While Low Thiam Hock - better known as Repco Low - prepares his defence after his acquittal over stock market manipulation was overturned by the Court of Appeal yesterday, brokers say market rigging still occurs to this day.
However, they said, regulations introduced since the go-go years of the Kuala Lumpur Stock Exchange has seen rigging largely limited to penny stocks instead.
According to Inter-Pacific Securities head of research Pong Teng Siew, this is because such shares may escape market surveillance.
"Any out of order price movement in the stock market attracts attention, compared to those days. But when it involves small blocks of shares, or the undertaking is not so blatant, the (regulators) may let it go," he said.
A trader attached with a prominent broking firm who declined to be named said that penny stocks are an attractive option for ‘stock market operators’ because of the low entry price.

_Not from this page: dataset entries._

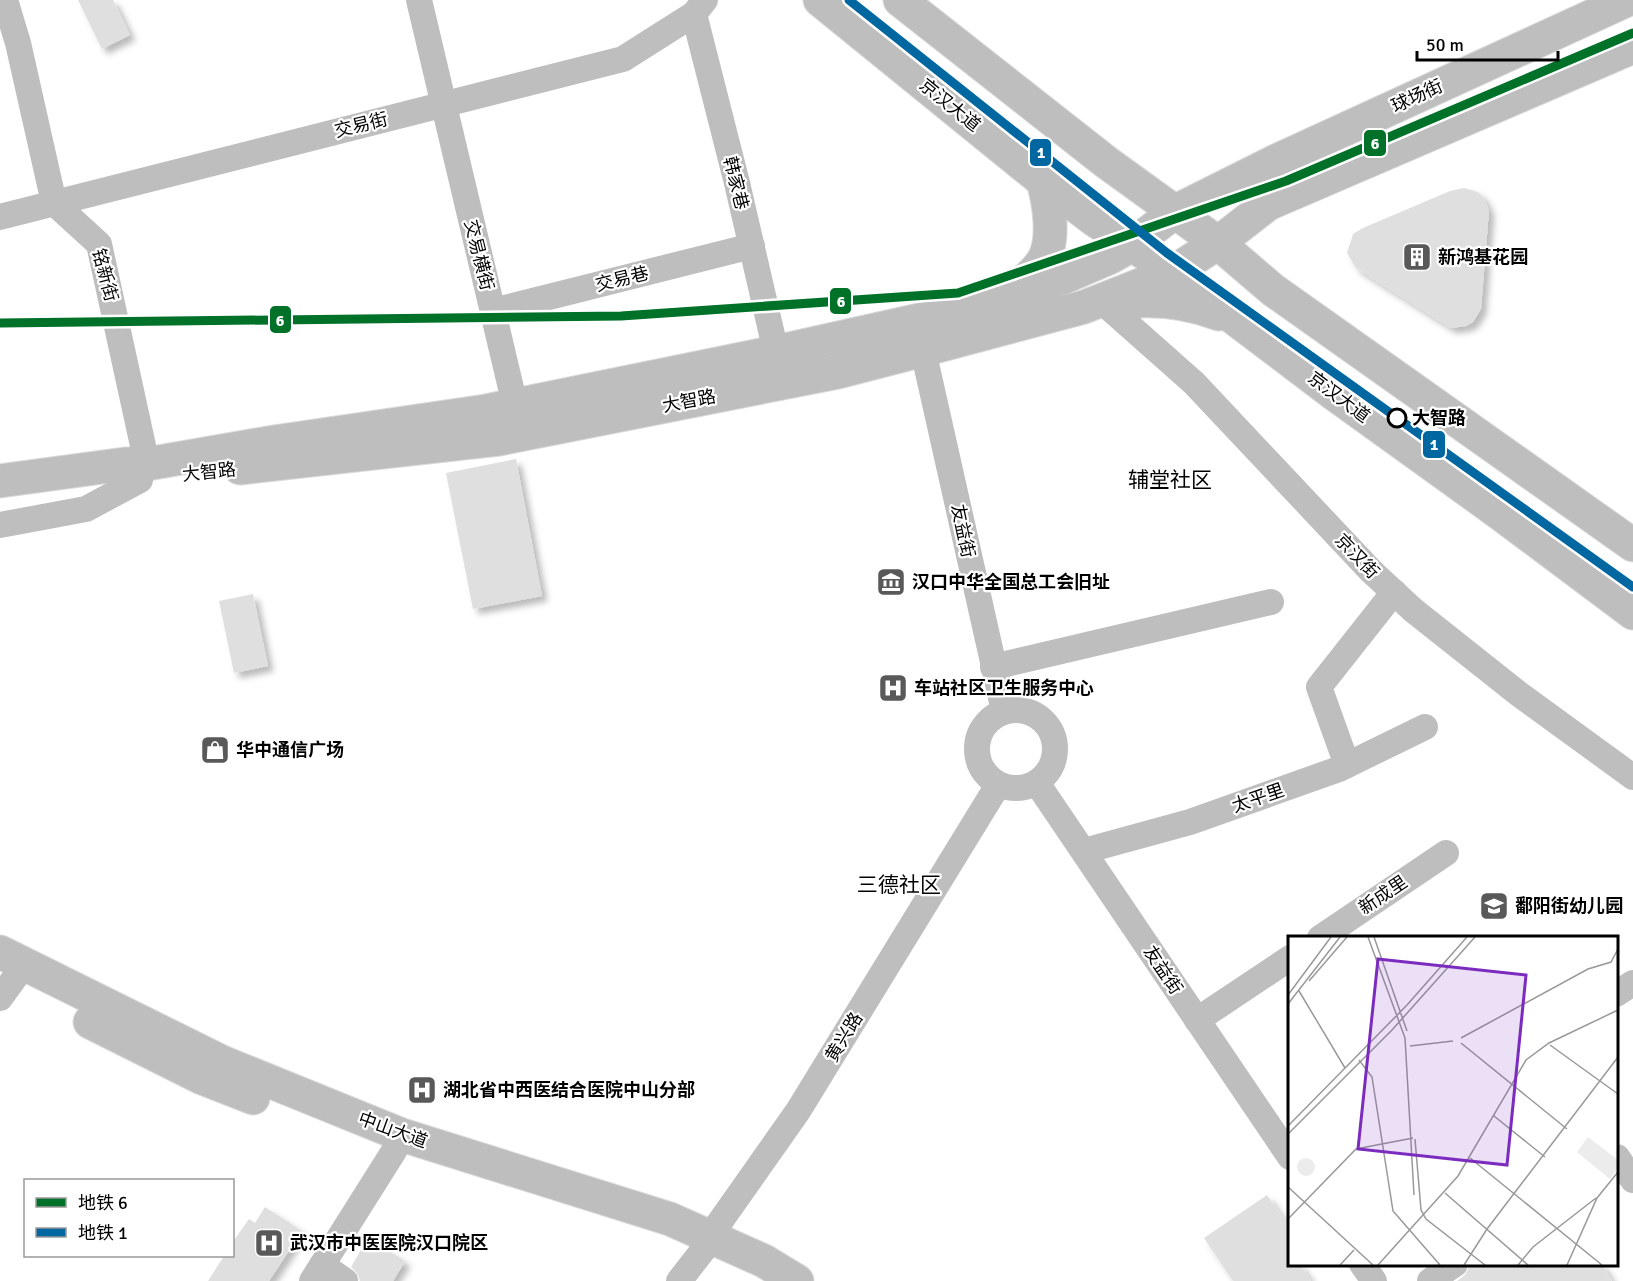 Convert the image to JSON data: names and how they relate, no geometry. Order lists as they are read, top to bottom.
{
  "streets": {
    "main road": [
      "球场街",
      "京汉大道",
      "大智路",
      "中山大道"
    ],
    "street": [
      "交易街",
      "韩家巷",
      "交易横街",
      "铭新街",
      "交易巷",
      "友益街",
      "京汉街",
      "太平里",
      "新成里",
      "黄兴路"
    ]
  },
  "crossings": [
    ["球场街", "大智路"],
    ["京汉大道", "大智路"],
    ["交易街", "韩家巷"],
    ["交易街", "交易横街"],
    ["交易街", "铭新街"],
    ["韩家巷", "交易巷"],
    ["韩家巷", "大智路"],
    ["交易横街", "交易巷"],
    ["交易横街", "大智路"],
    ["铭新街", "大智路"],
    ["大智路", "友益街"],
    ["友益街", "太平里"],
    ["友益街", "黄兴路"],
    ["黄兴路", "中山大道"]
  ],
  "districts": ["辅堂社区", "三德社区"],
  "places": {
    "building": ["新鸿基花园"],
    "other": ["大智路"],
    "museum": ["汉口中华全国总工会旧址"],
    "hospital": ["车站社区卫生服务中心", "湖北省中西医结合医院中山分部", "武汉市中医医院汉口院区"],
    "shop": ["华中通信广场"],
    "school or university": ["鄱阳街幼儿园"]
  },
  "lines": ["metro line 1", "metro line 6"],
  "legend": ["地铁 6", "地铁 1"],
  "scale_bar": "50 m"
}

"It is easy to attract investors. If the stock starts at 10 sen and is pushed up to 50 sen, that’s already a 500 percent gain," he said.
He said that manipulation is often suspected when stocks with "funny names are seen trading at top volume".
"But you won’t see stocks go up from RM1 to RM100 and down to RM10 within a month anymore," he said.
Among others, he said, the introduction of the Securities Commission in 1994 and the switch from manual "paper trade" to the electronic central depository system limits space for fraud.